First Reserve Corporation to Acquire CHC Helicopter Corporation for Canadian $3.7 Billion in Largest-Ever Oilfield Services Buyout
Market Wire, February, 2008
CHC Helicopter Corporation ("CHC") (TSX: FLY.A)(TSX: FLY.B)(NYSE: FLI), the world's largest provider of helicopter services to the global offshore oil and gas industry, and First Reserve Corporation, the leading private equity firm that specializes in the energy industry, today announced that a fund managed by First Reserve has entered into an agreement to acquire CHC.
CHC and First Reserve believe that the all-cash transaction, which values the company at an adjusted enterprise value of Canadian $3.7 billion, is the largest-ever buyout in the oilfield services industry.
CHC's Chairman of the Board, Mark Dobbin commented, "I'm glad to see that First Reserve recognized the value that was created in CHC over the years, and was able to translate that value into a fair offer for all shareholders. I'm also very pleased to see that First Reserve will carry on CHC's legacy of entrepreneurship, as it builds upon CHC's position as a world class helicopter company."
"This partnership will help us realize our growth potential," said Sylvain Allard, President and Chief Executive Officer of CHC. "First Reserve is an investment company with deep knowledge of the energy industry and views CHC as a great investment platform.

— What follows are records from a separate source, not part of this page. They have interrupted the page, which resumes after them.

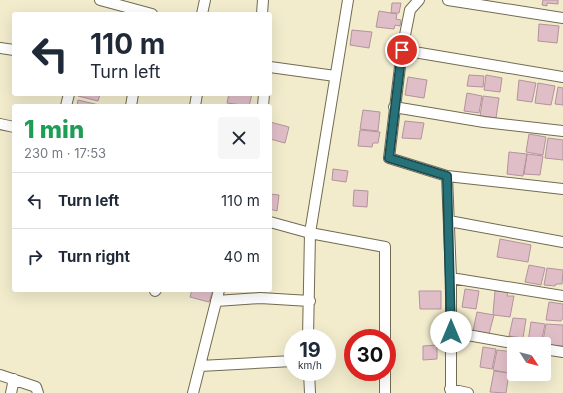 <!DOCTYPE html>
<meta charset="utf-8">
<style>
:root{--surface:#fff;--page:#f6f6f7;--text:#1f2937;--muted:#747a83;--line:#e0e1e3}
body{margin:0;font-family:Inter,sans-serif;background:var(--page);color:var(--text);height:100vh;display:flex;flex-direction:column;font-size:15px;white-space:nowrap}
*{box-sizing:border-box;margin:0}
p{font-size:13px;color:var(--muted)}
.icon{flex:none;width:22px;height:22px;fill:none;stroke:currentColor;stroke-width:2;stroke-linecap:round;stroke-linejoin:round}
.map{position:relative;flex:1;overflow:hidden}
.details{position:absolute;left:12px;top:104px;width:260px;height:188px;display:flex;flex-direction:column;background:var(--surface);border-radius:4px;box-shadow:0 4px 16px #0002}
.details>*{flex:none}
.hud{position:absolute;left:12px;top:12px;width:260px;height:84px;border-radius:4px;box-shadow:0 4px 16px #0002;background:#fff;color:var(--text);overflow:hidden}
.needle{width:26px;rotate:126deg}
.buttons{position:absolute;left:507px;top:337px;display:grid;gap:8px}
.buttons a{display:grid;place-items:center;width:44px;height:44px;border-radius:4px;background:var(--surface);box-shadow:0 4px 16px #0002;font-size:20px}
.speed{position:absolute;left:284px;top:329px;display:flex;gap:8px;font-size:20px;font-weight:700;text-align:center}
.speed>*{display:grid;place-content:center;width:52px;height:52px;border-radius:50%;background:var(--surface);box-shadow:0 4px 16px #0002;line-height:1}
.speed small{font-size:10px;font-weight:400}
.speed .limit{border:6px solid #d22;background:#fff;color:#111}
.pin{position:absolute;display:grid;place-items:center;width:34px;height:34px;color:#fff;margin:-17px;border:2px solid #fff;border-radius:50%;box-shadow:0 1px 4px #0007}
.me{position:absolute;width:44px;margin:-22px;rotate:0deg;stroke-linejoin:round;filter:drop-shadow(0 0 3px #0008)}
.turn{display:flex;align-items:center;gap:14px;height:84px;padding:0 12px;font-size:18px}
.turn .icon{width:52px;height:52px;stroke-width:2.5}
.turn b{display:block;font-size:28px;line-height:34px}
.round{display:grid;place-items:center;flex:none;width:42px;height:42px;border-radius:4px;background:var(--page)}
.head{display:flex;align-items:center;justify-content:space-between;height:68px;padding:0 12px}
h1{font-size:24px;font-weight:800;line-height:30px;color:#1e9e55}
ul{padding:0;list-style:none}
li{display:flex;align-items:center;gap:12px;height:56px;padding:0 12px;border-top:1px solid var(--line)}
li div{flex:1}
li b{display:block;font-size:15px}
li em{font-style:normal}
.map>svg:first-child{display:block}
</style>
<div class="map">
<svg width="563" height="393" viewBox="0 0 563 393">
<rect width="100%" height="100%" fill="#f2eccd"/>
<path fill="#e0bec7" stroke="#b3939c" d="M543,0H558V4L547,3V6L542,5Z
M392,3H401L399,13H391Z
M379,11L397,14L396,19L401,20L400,26L395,25L394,29L376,27Z
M539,24L559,26L557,43L538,41Z
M352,30L372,32L369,48L350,45Z
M469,75L484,76L483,87L467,86Z
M486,75L502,78L500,92L484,90Z
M408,77L427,80L424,98L405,95Z
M519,80L536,83L532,102L517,100Z
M538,83L555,86L551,105L535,103Z
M558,87L563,88V105L555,104Z
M467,93L482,96L479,113L464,111Z
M79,94H100L98,101L78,96Z
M229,94H252L249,106L227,103Z
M483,96L499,98L496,118L480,116Z
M78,100L99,105V106H77Z
M363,110L380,112L378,131L360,129Z
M405,121L424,123L421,139L402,138Z
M270,122L289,127L285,143L270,139Z
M360,130L380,132L378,143H373L372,147L358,146Z
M529,134L546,137L543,155L526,152Z
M548,138L563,140V160L545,158Z
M509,152L527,154L523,176L507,174Z
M527,154L543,156L540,175L524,174Z
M333,169L348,171L346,182L332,180Z
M354,190L368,191L367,207L353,206Z
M270,194L279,195L277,211L270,209Z
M500,239L531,245L528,262L497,257Z
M529,265L545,268L541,285L525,282Z
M547,268L563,270L562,284H556L555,286L544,285Z
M465,289L479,291L476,309L462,307Z
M192,290H213L209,302L190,297Z
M419,291H441V309H420Z
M495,291L508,292L507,296H514L510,317L494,315L493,313Z
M549,302L563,304V318L561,321L546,320Z
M477,312L494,315L489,334L473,331Z
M513,318L526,319L523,338L509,336Z
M531,322L545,324L541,344L528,342Z
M546,324L563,325V346L548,345L549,342L543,341Z
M437,345V359L423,360V346Z
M483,347L496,349L492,369L480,367Z
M497,350L514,352L509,373L493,370Z
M494,371L509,373L506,393L490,392Z"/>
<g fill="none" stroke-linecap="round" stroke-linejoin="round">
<defs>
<path id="minor" d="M100,0L152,14
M419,0L410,10L402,50L389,158L447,176L563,189
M448,0L563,18
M202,14L205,0
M262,14L263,0
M0,48L14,50
M402,50L563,77
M270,67L335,76
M66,106L69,94
M131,106L133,94
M195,106L197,94
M263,106L264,94
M394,107L484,122L563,131
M0,124L14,127
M447,176L451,278V393
M449,221L563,242
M270,222L310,233L385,247V338
M451,278L563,296
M155,291L156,290
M216,301L260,298L310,301
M451,332L518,344
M308,338L310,233L348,0
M544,349L563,352
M200,366L293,361
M309,372L310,393
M0,375L36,387L38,393
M450,389L468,393
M11,393L14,379
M193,393L219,290
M385,393V372"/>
</defs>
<use href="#minor" stroke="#716c51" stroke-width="12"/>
<use href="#minor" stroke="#fff" stroke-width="10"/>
</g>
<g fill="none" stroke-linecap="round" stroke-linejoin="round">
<defs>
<path id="route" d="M402,50L389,158L447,176L451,332"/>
</defs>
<use href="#route" stroke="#19494e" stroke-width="10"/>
<use href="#route" stroke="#277178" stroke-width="7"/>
</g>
</svg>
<div class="buttons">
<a><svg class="needle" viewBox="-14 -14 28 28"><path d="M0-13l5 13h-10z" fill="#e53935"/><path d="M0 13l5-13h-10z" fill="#747a83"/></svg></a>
</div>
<div class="speed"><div>19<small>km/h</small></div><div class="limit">30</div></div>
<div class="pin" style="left:402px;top:50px;background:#d93025"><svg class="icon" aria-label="arrive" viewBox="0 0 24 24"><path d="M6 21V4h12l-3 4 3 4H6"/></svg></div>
<svg class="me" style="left:451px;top:332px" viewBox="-20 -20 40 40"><circle r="19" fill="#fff"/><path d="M0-13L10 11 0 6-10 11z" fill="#277178"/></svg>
<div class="hud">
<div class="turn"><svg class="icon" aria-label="left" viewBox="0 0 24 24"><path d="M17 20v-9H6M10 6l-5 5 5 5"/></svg><div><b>110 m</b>Turn left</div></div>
</div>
<section class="details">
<div class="head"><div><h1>1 min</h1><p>230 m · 17:53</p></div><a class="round"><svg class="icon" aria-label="close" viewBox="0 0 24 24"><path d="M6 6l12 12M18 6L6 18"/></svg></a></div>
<ul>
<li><svg class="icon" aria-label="left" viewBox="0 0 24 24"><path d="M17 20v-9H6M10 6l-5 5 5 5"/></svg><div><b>Turn left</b></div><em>110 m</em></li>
<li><svg class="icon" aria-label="right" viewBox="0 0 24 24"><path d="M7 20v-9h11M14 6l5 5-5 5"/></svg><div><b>Turn right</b></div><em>40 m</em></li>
</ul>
</section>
</div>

First Reserve has strong conviction in the merits of the strategy that has led to CHC's success and will work in partnership with us to continue to execute that same plan and achieve our long-term objectives."
Added Mark McComiskey, Managing Director of First Reserve Corporation, "CHC is an extraordinary company. The European and global leader in oil and gas and search and rescue helicopter services, with the world's largest independent helicopter support business, CHC has a worldwide footprint, the best safety record in the industry and a dynamic management team executing an exciting growth strategy."
Under the terms of the transaction, an affiliate of the First Reserve fund will acquire all outstanding Class A Subordinate Voting Shares and all of the outstanding Class B Multiple Voting Shares of CHC for Canadian $32.68 per Class A Share and Class B Share for an aggregate consideration of approximately Canadian $1.5 billion. Following completion of the transaction CHC's Class A shares and Class B shares will be de-listed and no longer traded publicly. CHC's headquarters will remain in Vancouver, Canada.
The board of directors of CHC has unanimously approved the entry by CHC into the agreement and recommends that shareholders vote in favour of the transaction.
Merrill Lynch Canada Inc. and Scotia Capital are financial advisors to CHC. Ogilvy Renault LLP and DLA Piper USA LLP are legal counsel to CHC. Simpson Thacher & Bartlett LLP, Blake, Cassels & Graydon LLP and Slaughter and May are legal counsel to the First Reserve fund.
Notes on Terms of the Transaction
The transaction will be completed through a plan of arrangement under the provisions of the Canada Business Corporations Act, subject to the approval of the Supreme Court of British Columbia. Shareholders will be asked to approve the transaction at a special meeting of shareholders, to be called as directed by the Court. Details of the special meeting will be announced shortly. It is anticipated that a proxy circular will be prepared and mailed to shareholders in the month of March providing shareholders with important information about the transaction. Shareholders are urged to read the proxy circular once it is available.
The transaction will require the approval of two-thirds of the votes cast by holders of outstanding Class A Shares (1 vote per share), Class B Shares (10 votes per share) and ordinary shares (1 vote for every 10 shares), voting together as a single class. In addition, the transaction will require the approval of a majority of the Class A Shares, Class B Shares and Ordinary Shares, each voting as a separate class, and in each case excluding shares owned or over which control or direction is exercised by an "interested party" (as defined under applicable securities laws), which term includes certain members of management of CHC who may invest in an affiliate of the First Reserve Fund.
Completion of the transaction is subject to certain conditions, including obtaining approvals or confirmations from certain European aviation regulatory authorities as well as the Canada Transportation Agency regarding the granting or maintaining of required licenses and permits following completion of the transaction. The transaction will also be subject to a number of other customary conditions, including obtaining approval under the Investment Canada Act. The transaction is not subject to any financing condition.
CHC has been advised that the Estate of the late Craig L. Dobbin has entered into an agreement with the purchaser to vote the shares of CHC owned by the Estate in favour of the transaction and to otherwise support its completion, subject to the terms and conditions of such agreement. The Estate holds securities of CHC representing approximately 14%, 95% and 100%, respectively, of the outstanding Class A Shares, Class B Shares and ordinary shares respectively. The sole executor of the Estate is Mark D. Dobbin, the Chairman of CHC. Neither Mr. Dobbin nor the Estate will be entitled to invest in the affiliate of the First Reserve Fund and Mr. Dobbin will not be employed by CHC, the purchaser or any affiliate thereof.